**Task details:** From the entries below, output the line with "position:absolute; left:1016px; top:808px;" and each following line up to and including the line with "context.font = font", exactly as written.

*** Dataset records ***

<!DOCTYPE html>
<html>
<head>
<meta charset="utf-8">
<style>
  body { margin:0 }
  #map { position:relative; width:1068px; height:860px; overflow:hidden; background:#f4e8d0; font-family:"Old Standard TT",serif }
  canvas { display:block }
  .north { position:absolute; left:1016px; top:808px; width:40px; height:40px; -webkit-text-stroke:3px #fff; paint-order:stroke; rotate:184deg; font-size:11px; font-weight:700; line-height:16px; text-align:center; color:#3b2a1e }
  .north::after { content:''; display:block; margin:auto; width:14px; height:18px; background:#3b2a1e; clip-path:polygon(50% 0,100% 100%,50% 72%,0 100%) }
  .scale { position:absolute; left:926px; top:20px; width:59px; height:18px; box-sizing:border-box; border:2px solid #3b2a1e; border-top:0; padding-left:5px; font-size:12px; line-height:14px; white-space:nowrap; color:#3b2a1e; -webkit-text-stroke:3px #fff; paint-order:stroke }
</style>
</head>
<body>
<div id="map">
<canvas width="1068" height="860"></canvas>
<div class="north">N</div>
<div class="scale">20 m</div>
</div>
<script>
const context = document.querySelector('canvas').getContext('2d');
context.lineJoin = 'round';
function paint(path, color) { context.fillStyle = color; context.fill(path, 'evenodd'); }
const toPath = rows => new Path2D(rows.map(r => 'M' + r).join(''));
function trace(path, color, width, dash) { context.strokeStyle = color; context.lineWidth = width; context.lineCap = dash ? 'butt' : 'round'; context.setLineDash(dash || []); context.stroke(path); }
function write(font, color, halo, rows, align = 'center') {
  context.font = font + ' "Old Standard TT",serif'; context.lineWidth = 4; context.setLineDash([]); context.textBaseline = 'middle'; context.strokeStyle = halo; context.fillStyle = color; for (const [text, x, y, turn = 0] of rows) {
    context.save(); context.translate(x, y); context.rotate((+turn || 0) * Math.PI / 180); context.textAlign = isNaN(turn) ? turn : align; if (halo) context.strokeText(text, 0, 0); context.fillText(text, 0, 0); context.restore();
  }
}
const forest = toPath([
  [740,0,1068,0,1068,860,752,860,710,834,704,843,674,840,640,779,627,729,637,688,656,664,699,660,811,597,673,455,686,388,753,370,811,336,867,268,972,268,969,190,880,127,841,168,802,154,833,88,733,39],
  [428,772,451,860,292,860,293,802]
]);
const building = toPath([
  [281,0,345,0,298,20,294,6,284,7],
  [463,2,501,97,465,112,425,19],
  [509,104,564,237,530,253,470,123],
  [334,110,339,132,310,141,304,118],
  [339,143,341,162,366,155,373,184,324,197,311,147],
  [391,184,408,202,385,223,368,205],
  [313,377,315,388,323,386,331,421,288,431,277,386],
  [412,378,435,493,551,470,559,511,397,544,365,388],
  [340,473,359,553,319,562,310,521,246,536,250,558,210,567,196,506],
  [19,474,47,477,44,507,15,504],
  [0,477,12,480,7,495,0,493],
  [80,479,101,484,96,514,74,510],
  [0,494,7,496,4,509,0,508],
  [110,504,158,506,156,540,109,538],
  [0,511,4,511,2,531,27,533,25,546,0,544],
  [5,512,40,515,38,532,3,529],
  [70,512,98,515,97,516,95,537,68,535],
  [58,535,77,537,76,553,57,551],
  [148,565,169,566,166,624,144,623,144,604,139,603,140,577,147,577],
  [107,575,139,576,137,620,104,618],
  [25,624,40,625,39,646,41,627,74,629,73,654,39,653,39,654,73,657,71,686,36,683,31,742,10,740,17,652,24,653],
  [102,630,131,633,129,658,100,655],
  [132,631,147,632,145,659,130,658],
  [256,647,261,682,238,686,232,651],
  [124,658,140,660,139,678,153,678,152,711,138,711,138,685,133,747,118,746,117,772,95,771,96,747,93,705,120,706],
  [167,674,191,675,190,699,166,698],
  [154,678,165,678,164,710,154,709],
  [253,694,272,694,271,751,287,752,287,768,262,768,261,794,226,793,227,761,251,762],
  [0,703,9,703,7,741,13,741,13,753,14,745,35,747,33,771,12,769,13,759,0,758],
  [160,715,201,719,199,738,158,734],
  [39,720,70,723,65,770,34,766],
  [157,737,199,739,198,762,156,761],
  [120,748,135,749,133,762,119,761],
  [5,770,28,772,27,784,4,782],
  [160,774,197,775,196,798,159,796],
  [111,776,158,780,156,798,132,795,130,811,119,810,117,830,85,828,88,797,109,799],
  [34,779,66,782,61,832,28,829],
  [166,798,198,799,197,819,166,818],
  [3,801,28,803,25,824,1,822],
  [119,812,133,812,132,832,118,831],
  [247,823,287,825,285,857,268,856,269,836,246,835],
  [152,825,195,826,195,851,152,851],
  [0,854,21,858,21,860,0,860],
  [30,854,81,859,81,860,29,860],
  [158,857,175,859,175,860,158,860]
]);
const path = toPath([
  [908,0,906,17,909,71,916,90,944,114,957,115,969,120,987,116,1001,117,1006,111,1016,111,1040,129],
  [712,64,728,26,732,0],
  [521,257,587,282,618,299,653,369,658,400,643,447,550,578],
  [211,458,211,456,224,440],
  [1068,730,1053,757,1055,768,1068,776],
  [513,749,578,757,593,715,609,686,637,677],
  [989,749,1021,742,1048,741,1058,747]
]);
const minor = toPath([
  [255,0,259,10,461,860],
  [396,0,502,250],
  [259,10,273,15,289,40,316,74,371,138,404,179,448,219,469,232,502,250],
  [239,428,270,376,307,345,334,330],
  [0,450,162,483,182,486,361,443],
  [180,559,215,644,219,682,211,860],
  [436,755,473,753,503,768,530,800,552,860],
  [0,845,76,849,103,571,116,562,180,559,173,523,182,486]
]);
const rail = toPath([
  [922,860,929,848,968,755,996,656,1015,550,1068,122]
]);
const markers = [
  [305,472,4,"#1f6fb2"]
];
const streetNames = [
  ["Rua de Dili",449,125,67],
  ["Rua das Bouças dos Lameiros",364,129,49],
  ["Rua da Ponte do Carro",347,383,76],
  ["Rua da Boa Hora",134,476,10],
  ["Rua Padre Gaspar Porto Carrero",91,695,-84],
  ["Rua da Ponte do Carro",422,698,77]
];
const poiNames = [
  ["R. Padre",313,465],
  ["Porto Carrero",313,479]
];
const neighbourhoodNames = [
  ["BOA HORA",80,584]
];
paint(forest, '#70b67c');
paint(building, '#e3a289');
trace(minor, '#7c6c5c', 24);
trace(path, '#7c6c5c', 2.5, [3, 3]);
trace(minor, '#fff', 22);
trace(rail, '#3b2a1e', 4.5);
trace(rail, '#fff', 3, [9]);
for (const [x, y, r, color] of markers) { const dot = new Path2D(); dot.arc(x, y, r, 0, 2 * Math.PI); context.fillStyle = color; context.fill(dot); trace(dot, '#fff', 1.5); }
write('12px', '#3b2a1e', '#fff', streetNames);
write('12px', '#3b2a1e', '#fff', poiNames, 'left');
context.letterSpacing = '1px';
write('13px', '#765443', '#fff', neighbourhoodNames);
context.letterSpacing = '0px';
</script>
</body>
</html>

***

**Answer box:**
  .north { position:absolute; left:1016px; top:808px; width:40px; height:40px; -webkit-text-stroke:3px #fff; paint-order:stroke; rotate:184deg; font-size:11px; font-weight:700; line-height:16px; text-align:center; color:#3b2a1e }
  .north::after { content:''; display:block; margin:auto; width:14px; height:18px; background:#3b2a1e; clip-path:polygon(50% 0,100% 100%,50% 72%,0 100%) }
  .scale { position:absolute; left:926px; top:20px; width:59px; height:18px; box-sizing:border-box; border:2px solid #3b2a1e; border-top:0; padding-left:5px; font-size:12px; line-height:14px; white-space:nowrap; color:#3b2a1e; -webkit-text-stroke:3px #fff; paint-order:stroke }
</style>
</head>
<body>
<div id="map">
<canvas width="1068" height="860"></canvas>
<div class="north">N</div>
<div class="scale">20 m</div>
</div>
<script>
const context = document.querySelector('canvas').getContext('2d');
context.lineJoin = 'round';
function paint(path, color) { context.fillStyle = color; context.fill(path, 'evenodd'); }
const toPath = rows => new Path2D(rows.map(r => 'M' + r).join(''));
function trace(path, color, width, dash) { context.strokeStyle = color; context.lineWidth = width; context.lineCap = dash ? 'butt' : 'round'; context.setLineDash(dash || []); context.stroke(path); }
function write(font, color, halo, rows, align = 'center') {
  context.font = font + ' "Old Standard TT",serif'; context.lineWidth = 4; context.setLineDash([]); context.textBaseline = 'middle'; context.strokeStyle = halo; context.fillStyle = color; for (const [text, x, y, turn = 0] of rows) {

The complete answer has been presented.